Sunday, August 8, 2010

30 Days of Hope: Day 25 - Haiti Earthquake, Part 2


In my last post, I talked about what it felt like waiting and not knowing if my parents were safe, hurt, or alive after the earthquake rocked Haiti on January 12th. As I mentionned, I will never forget how I felt in those moments. I spoke with a counselor friend of mine a couple of months ago, and she said that something like this happening to those you love changes your life, your security forever creating a new reality, a new view of the world that HAS to be accepted in order for you to move forward with your life.

And as intense as it was in my life -- we waited 18 hours; some people waited for days. Some have never found their family members --dead or alive. And then there are others that have been reunited after months of thinking their loved one was dead like in this story.

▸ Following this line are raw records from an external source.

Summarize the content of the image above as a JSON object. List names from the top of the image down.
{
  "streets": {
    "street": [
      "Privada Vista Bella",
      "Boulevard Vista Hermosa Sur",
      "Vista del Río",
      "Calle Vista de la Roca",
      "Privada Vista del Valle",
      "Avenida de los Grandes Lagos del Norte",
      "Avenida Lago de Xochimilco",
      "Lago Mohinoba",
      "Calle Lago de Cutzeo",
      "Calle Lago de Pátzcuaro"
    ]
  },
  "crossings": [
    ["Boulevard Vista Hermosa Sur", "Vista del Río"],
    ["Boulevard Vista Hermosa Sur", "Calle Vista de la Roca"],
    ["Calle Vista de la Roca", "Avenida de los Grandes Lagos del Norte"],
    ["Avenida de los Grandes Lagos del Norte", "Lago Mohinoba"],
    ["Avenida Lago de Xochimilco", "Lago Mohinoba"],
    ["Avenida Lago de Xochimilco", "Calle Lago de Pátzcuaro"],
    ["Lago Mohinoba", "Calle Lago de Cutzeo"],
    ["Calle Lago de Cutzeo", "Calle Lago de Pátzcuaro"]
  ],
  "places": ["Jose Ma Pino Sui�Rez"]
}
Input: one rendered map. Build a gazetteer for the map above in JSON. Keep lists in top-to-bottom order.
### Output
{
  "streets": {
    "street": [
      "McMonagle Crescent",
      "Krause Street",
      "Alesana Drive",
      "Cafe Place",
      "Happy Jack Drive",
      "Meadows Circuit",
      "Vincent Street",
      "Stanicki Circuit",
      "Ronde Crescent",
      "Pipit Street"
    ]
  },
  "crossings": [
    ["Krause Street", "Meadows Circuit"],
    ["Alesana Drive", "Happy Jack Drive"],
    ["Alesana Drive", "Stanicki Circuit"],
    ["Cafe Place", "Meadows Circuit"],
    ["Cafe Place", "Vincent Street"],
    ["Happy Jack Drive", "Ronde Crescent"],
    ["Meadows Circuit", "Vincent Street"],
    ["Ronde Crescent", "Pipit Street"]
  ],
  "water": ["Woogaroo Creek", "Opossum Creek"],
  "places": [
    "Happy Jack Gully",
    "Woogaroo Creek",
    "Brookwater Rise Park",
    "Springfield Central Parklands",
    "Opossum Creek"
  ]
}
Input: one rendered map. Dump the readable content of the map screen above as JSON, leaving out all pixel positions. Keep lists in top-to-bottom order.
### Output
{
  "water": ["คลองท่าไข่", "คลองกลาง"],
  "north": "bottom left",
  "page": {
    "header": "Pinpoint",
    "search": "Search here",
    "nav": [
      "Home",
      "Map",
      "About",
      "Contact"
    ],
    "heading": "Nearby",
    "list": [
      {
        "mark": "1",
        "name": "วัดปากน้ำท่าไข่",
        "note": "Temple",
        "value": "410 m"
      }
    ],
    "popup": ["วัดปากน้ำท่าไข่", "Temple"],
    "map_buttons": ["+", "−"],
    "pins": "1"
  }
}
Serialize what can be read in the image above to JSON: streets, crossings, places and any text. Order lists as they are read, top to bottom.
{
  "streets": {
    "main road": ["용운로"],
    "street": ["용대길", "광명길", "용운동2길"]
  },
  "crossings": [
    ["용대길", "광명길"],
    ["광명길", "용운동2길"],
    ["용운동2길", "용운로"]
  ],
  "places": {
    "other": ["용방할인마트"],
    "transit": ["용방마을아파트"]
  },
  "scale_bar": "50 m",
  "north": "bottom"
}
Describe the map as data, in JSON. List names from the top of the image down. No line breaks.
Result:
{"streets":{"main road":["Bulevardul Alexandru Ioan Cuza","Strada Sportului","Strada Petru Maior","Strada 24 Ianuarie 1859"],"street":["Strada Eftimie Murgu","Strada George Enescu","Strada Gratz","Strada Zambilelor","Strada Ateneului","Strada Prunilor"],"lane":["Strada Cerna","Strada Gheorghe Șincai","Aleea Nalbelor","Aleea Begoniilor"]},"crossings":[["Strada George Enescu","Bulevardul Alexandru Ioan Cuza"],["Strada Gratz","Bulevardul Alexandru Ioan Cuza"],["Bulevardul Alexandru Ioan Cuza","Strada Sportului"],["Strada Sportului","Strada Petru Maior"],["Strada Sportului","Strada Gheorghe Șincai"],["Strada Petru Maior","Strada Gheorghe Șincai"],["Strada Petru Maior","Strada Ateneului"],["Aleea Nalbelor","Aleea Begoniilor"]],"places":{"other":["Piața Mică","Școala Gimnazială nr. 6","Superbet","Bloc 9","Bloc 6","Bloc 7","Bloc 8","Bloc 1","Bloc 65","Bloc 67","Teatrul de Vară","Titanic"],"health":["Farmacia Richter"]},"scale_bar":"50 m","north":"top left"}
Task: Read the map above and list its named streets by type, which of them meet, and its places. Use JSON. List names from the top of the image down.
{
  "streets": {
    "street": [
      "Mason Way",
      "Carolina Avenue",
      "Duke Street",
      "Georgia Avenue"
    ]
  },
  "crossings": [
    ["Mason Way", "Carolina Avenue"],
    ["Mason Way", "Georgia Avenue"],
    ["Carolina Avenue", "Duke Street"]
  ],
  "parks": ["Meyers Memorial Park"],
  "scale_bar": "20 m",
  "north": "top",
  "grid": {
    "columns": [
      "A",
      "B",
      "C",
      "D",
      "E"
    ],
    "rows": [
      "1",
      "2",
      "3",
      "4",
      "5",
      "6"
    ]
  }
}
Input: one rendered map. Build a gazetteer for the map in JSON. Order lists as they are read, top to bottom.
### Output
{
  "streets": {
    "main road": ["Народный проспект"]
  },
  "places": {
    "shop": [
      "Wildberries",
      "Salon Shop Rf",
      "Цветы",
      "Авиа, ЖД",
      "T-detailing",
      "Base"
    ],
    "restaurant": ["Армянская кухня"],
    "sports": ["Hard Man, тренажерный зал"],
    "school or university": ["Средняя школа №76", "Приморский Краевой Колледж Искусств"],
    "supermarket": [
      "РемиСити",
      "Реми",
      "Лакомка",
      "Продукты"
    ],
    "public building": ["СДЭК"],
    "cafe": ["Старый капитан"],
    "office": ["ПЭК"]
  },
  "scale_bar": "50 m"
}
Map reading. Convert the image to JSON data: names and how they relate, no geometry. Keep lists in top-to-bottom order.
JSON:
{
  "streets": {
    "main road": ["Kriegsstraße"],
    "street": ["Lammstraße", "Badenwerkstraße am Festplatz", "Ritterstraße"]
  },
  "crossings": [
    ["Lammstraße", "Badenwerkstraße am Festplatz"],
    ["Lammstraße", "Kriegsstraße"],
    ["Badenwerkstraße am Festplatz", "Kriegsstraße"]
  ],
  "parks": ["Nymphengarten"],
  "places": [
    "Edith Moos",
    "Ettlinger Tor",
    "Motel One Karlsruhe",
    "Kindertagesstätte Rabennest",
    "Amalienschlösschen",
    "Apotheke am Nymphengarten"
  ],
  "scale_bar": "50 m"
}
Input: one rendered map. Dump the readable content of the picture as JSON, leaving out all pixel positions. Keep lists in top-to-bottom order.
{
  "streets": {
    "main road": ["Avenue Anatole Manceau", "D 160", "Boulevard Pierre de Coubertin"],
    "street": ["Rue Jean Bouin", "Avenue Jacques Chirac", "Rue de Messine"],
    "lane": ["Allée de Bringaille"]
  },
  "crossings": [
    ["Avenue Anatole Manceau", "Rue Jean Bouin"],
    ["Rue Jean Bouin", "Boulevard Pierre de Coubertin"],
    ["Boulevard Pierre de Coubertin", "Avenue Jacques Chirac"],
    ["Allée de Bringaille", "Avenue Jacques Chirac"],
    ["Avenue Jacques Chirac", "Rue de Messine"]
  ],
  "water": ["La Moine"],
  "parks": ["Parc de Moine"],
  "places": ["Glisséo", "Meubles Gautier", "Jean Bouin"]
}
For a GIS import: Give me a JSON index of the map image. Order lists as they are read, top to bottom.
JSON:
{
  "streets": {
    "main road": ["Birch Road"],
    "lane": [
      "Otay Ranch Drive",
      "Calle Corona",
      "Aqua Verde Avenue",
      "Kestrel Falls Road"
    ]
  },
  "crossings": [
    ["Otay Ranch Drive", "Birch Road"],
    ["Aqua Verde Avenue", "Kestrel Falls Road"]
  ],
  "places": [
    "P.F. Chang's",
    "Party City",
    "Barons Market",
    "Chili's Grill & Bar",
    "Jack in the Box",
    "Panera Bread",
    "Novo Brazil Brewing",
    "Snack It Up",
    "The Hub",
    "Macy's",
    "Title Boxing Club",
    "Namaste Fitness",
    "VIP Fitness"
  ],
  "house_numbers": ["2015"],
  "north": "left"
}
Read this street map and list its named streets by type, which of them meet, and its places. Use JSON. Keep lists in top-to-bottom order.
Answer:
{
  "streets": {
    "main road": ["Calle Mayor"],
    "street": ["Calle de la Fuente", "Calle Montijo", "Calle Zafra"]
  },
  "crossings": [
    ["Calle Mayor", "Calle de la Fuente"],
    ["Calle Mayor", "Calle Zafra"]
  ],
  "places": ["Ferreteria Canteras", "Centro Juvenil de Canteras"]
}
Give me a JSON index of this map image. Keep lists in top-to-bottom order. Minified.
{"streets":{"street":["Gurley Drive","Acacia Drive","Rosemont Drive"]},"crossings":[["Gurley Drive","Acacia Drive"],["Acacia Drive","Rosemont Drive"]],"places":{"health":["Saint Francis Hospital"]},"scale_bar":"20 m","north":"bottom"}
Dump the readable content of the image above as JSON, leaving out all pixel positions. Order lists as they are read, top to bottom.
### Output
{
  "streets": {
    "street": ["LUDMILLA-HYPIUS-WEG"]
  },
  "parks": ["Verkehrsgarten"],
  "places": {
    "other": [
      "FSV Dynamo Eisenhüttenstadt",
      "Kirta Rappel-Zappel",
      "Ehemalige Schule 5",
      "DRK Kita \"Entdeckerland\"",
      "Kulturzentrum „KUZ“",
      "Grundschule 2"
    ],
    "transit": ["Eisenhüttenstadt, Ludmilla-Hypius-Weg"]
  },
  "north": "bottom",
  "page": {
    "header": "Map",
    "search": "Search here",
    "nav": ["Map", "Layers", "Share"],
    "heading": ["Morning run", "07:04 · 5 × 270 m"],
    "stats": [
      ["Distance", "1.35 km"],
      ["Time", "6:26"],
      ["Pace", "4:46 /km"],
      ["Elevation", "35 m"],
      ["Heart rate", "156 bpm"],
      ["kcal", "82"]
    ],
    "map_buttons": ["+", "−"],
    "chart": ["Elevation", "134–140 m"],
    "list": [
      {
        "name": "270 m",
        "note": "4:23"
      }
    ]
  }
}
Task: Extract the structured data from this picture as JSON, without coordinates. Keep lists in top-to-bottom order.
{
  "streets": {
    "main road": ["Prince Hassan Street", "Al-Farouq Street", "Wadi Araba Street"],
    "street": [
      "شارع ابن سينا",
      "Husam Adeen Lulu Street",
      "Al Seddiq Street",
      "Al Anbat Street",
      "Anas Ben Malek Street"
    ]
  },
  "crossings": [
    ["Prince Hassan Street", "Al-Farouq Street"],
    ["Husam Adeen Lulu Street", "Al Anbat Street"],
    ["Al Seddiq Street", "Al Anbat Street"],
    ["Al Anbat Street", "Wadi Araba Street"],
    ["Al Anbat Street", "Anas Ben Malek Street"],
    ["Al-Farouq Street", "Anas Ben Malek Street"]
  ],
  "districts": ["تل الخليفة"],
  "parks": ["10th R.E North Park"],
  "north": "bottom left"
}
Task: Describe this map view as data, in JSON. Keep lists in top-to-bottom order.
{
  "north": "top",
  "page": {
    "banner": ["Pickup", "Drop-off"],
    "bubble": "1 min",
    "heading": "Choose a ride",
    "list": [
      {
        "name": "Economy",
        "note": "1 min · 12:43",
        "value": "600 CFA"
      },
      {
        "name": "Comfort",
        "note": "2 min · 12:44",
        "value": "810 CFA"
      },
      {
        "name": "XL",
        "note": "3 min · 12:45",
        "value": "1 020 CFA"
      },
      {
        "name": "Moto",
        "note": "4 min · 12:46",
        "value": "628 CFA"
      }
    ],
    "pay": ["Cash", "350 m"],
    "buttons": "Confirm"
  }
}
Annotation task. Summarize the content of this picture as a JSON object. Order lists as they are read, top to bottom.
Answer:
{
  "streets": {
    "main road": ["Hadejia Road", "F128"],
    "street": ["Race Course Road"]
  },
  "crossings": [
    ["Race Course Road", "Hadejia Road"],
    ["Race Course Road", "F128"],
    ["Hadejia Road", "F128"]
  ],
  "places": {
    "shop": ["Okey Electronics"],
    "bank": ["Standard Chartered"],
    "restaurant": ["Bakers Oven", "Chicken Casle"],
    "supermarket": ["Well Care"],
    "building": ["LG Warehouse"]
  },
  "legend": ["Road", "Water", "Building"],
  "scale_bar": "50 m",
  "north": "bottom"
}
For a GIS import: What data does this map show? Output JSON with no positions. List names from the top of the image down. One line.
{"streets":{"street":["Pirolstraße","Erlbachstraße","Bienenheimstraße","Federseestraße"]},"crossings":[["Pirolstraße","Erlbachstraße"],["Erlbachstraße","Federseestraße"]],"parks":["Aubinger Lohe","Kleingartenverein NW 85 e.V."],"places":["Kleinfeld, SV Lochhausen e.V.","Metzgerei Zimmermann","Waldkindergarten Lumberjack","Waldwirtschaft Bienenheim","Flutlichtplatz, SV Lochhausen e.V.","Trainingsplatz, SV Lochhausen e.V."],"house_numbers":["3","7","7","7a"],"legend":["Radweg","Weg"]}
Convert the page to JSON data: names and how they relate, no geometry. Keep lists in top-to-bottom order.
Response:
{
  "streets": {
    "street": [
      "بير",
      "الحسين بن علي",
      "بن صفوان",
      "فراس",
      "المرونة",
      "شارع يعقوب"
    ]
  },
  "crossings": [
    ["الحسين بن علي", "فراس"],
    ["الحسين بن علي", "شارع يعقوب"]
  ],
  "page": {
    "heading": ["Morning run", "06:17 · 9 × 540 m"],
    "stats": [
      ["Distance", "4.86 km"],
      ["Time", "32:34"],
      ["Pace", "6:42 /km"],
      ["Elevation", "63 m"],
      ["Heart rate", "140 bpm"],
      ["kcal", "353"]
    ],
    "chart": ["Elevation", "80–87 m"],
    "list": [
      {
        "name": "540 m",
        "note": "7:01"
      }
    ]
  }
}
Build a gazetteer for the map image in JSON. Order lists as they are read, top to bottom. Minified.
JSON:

This catastophic event is filled with triumphs & tragedies, joys & sorrows, agony & hope from the miraculous stories of babies found alive & alone days after the initial quake, to the flattening of the most well known tourist hotel outside of the capital of Port-au-Prince killing many instantly and others days later, to the people trapped in a grocery store who were kept alive eating peanut butter(and other grocery items) waiting for rescue, to the emergency workers of ALL kinds & nationalities who tirelessly searched, treated, fed, organized for days, and to the missionaries and expatriates and nationals still rebuilding this nation cracked to the core.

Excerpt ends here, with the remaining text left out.